Series directory

  • introductory
  • The preparatory work
  • BIOS starts in real mode
  • GDT and Protected Mode
  • Exploration of Virtual Memory
  • Load and enter the kernel
  • Display and print
  • The global descriptor table GDT
  • Interrupt handling
  • Virtual memory improvement
  • Implement heap and malloc
  • The first kernel thread
  • Multithreading switch
  • The lock is synchronized with multithreading
  • Implementation of a process
  • Enter user mode
  • A simple file system
  • Load the executable program
  • Implementation of system calls
  • The keyboard driver
  • To run a shell

Kernel disk image

Following up on the introduction to virtual memory, this article will load and launch the kernel, which is shown in green:

Of course, kernel mirroring is read and loaded from disk, so here’s an old picture of the relationship between disk and memory:

By the way, the diagonal shaded question mark in the image above is the Kernel Page Tables from the previous chapter, the orange part of the first image.
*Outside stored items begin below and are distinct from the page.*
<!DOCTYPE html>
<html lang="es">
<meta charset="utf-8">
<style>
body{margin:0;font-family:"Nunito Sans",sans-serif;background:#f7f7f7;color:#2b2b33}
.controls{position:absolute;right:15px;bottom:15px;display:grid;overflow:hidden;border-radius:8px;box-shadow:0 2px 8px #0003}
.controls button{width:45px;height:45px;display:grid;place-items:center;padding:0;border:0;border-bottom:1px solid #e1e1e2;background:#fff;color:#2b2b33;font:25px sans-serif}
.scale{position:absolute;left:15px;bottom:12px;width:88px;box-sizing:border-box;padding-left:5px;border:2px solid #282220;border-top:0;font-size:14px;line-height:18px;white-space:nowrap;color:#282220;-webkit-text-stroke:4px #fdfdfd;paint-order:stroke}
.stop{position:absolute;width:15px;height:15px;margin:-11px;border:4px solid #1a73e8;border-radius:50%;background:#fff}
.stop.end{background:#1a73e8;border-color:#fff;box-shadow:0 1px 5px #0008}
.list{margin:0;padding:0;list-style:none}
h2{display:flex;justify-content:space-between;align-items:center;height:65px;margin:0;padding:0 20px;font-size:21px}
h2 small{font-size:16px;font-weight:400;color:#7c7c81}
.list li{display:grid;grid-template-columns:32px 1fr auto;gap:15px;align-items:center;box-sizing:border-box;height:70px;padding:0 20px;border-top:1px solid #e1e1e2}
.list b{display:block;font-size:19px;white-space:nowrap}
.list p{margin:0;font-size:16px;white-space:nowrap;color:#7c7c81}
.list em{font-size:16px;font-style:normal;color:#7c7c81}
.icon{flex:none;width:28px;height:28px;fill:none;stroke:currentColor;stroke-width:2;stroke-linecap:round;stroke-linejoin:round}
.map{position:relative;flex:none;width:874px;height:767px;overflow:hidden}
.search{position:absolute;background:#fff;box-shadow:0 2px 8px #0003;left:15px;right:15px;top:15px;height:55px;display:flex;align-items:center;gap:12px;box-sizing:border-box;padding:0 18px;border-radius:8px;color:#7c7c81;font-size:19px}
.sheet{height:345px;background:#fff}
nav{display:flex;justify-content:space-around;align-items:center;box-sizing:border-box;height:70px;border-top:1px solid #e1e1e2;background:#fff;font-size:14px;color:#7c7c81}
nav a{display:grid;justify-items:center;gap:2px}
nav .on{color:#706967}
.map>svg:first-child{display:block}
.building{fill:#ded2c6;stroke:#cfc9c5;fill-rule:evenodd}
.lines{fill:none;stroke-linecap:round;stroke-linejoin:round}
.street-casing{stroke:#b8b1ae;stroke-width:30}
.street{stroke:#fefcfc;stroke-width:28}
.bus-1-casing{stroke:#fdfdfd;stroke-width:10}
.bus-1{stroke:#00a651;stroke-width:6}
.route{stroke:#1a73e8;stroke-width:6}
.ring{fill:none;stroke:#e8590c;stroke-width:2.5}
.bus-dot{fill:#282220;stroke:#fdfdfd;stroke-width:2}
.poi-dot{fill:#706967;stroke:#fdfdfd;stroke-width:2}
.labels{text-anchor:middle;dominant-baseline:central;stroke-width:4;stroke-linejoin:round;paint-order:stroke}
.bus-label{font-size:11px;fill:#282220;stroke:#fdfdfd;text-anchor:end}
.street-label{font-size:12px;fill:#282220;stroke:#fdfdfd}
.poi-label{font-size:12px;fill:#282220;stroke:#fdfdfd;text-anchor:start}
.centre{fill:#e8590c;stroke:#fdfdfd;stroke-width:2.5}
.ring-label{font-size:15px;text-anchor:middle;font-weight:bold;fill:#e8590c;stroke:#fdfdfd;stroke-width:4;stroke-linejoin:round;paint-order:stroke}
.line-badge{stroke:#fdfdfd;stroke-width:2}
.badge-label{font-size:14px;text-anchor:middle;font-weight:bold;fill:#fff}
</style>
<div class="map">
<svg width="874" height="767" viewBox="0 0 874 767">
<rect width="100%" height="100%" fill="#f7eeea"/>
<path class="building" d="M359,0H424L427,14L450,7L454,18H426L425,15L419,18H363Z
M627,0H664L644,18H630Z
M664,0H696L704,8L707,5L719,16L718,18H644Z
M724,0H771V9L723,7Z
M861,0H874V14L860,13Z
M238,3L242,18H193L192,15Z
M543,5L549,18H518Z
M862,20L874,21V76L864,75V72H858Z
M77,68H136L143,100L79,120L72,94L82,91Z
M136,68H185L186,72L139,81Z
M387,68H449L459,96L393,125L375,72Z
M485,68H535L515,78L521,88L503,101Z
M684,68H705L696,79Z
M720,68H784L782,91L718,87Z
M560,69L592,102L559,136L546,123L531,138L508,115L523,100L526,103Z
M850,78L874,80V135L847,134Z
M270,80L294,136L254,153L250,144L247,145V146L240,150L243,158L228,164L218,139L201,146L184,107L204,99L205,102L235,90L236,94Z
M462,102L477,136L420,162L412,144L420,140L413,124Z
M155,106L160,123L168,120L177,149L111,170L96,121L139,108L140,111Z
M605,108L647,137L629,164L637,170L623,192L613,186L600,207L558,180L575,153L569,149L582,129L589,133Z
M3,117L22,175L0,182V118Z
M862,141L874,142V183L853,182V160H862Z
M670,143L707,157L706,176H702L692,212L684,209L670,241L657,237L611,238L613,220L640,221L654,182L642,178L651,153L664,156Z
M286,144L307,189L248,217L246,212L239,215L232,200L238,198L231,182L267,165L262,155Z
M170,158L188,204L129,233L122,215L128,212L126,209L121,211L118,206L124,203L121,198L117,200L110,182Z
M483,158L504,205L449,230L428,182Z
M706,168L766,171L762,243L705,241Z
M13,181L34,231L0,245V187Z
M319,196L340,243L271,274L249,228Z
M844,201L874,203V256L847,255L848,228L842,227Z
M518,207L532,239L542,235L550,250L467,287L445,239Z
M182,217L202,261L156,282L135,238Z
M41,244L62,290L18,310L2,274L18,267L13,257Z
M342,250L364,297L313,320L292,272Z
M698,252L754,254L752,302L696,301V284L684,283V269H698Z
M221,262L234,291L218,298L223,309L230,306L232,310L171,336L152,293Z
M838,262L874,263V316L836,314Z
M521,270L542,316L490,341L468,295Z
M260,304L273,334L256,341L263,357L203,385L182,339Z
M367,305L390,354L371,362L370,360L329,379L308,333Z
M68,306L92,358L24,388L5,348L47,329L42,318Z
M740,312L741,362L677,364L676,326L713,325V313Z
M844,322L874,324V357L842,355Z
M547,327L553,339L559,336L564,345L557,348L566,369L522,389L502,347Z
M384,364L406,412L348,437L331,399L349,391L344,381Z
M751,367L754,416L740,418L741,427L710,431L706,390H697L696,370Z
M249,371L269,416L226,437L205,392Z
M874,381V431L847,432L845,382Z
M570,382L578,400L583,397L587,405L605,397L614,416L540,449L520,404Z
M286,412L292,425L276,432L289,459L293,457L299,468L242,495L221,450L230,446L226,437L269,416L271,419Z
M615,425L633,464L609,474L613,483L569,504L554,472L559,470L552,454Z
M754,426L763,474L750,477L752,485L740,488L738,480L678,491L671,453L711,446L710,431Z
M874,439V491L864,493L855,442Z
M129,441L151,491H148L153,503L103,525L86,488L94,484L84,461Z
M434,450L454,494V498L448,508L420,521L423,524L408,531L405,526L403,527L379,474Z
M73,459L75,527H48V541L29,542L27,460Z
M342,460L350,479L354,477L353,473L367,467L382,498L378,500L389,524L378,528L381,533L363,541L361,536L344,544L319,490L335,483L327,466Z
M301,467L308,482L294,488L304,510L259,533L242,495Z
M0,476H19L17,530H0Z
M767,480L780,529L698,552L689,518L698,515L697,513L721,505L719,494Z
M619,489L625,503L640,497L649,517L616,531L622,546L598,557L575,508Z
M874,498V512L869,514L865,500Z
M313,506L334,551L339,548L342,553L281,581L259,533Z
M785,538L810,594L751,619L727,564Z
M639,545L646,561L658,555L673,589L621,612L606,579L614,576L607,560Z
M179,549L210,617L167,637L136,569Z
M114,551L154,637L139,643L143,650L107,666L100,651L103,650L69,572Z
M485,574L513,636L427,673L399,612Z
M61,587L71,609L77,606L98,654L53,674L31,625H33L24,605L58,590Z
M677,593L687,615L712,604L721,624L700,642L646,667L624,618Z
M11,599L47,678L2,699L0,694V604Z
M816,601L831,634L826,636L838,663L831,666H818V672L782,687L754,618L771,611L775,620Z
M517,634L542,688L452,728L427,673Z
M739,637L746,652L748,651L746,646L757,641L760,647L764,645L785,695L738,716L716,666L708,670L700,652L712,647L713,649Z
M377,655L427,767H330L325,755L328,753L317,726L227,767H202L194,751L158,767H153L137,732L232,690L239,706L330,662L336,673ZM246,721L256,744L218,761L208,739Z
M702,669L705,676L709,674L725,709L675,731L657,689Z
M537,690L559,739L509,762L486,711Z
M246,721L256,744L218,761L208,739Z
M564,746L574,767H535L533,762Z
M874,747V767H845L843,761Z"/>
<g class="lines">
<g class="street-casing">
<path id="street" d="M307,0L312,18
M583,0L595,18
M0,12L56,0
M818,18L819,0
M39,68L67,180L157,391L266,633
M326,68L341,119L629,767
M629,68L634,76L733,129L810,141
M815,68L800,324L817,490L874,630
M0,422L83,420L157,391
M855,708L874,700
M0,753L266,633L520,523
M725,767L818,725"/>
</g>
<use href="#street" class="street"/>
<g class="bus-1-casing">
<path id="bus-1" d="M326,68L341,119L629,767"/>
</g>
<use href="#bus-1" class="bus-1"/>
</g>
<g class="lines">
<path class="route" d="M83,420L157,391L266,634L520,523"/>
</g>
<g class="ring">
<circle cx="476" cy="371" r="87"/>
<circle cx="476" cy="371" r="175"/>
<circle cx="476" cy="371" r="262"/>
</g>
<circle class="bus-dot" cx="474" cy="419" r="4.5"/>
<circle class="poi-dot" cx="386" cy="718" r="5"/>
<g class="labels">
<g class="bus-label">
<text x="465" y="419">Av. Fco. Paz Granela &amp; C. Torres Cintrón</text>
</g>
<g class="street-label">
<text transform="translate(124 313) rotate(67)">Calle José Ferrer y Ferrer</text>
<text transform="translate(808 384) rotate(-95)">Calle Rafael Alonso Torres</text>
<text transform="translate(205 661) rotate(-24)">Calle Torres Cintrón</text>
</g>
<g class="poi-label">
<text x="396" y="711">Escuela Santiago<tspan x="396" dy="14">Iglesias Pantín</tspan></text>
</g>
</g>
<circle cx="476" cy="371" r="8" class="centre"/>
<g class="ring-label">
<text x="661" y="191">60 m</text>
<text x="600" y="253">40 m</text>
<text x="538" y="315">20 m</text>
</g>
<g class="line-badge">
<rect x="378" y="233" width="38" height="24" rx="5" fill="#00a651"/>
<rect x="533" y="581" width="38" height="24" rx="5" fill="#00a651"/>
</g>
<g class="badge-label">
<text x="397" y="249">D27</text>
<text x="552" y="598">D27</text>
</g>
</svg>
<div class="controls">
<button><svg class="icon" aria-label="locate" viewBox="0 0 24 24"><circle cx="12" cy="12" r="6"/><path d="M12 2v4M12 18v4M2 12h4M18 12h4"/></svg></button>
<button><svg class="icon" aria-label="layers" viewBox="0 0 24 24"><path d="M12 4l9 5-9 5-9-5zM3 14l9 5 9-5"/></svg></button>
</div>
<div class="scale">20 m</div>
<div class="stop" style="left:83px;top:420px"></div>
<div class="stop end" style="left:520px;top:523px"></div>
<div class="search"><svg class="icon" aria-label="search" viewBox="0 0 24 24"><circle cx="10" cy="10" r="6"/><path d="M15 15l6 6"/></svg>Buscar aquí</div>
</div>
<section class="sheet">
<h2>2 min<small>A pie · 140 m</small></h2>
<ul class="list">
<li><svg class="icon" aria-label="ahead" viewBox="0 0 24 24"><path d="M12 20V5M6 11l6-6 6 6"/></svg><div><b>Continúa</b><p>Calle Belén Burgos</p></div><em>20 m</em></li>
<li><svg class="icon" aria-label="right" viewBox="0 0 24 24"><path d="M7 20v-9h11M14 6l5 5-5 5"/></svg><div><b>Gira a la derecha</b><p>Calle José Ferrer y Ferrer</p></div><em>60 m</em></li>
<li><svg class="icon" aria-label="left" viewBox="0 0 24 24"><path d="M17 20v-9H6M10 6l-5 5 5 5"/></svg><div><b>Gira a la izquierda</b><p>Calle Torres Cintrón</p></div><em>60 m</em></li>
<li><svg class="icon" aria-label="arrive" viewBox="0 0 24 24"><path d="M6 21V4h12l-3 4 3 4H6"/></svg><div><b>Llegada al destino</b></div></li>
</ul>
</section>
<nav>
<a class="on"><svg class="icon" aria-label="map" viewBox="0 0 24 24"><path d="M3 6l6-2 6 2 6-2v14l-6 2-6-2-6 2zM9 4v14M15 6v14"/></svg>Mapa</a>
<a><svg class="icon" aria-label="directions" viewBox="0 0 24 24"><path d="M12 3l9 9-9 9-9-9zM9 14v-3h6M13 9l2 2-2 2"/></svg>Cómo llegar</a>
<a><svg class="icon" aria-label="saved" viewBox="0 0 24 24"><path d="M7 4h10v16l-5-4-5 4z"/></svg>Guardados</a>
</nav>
The 256 tables are 1MB in size.

Write the kernel

Going back to the kernel, the green part of the figure, it doesn’t actually exist yet, so first we need to implement and compile a simple demo kernel. For those of you who have no idea what a kernel is, you might ask: What does a kernel look like?

The answer is simple: kernel is almost the same as an executable you would write in C, starting with a main function.

Let’s implement our first kernel:

void main() {
  while (1) {}
}

It’s as simple as that, nothing more than a while loop, but it’s good enough for our demo here.

Compile the kernel

There are a lot of compiler parameters, such as 32-bit coding, disable the C library, etc. (This is our own custom OS, and it is not compatible with the C library).

gcc -m32 -nostdlib -nostdinc -fno-builtin -fno-stack-protector -no-pie -fno-pic -c main.c -o main.o

Link to the kernel:

ld -m elf_i386 -Tlink.ld -o kernel main.o

A link configuration file is used here, link.ld:

ENTRY(main)
SECTIONS
{
  .text 0xC0800000:
  {
    code = .; _code = .; __code = .;
    *(.text)
  }

  .data ALIGN(4096):
  {
     data = .; _data = .; __data = .;
     *(.data)
     *(.rodata)
  }

  .bss ALIGN(4096):
  {
    bss = .; _bss = .; __bss = .;
    *(.bss)
    . = ALIGN(4096);
  }

  end = .; _end = .; __end = .;
}

The most important thing is to define the starting address of the text segment 0xC0800000, which is also the starting address of the whole kernel. If you remember from the previous post, we mapped out the virtual memory distribution of the kernel space:

0xC0800000 will be the entry address of the kernel, because the text segment will be loaded here, followed by data, BSS, etc. After the loader ends, it will jump to this address.

It also defines main as the entry function for the entire executable.

The compiled link is an ELF binary, so we can disassemble it and dump it:

objdump -dsx kernel

You can see that the address of the main function is 0xC080000, which is the first instruction in the kernel.

Making a kernel image

dd if=kernel of=scroll.img bs=512 count=2048 seek=9 conv=notrunc

Seek =9 because the MBR and loader already occupy the first 9 sectors on the disk. In this case, the kernel size is 2048 sectors (1MB), which is large enough for our project.

Now the disk image finally looks like this:

Read and load the kernel

With the mirror ready, the kernel can now be read and loaded. I’ll start with the init_kernel link for your reference.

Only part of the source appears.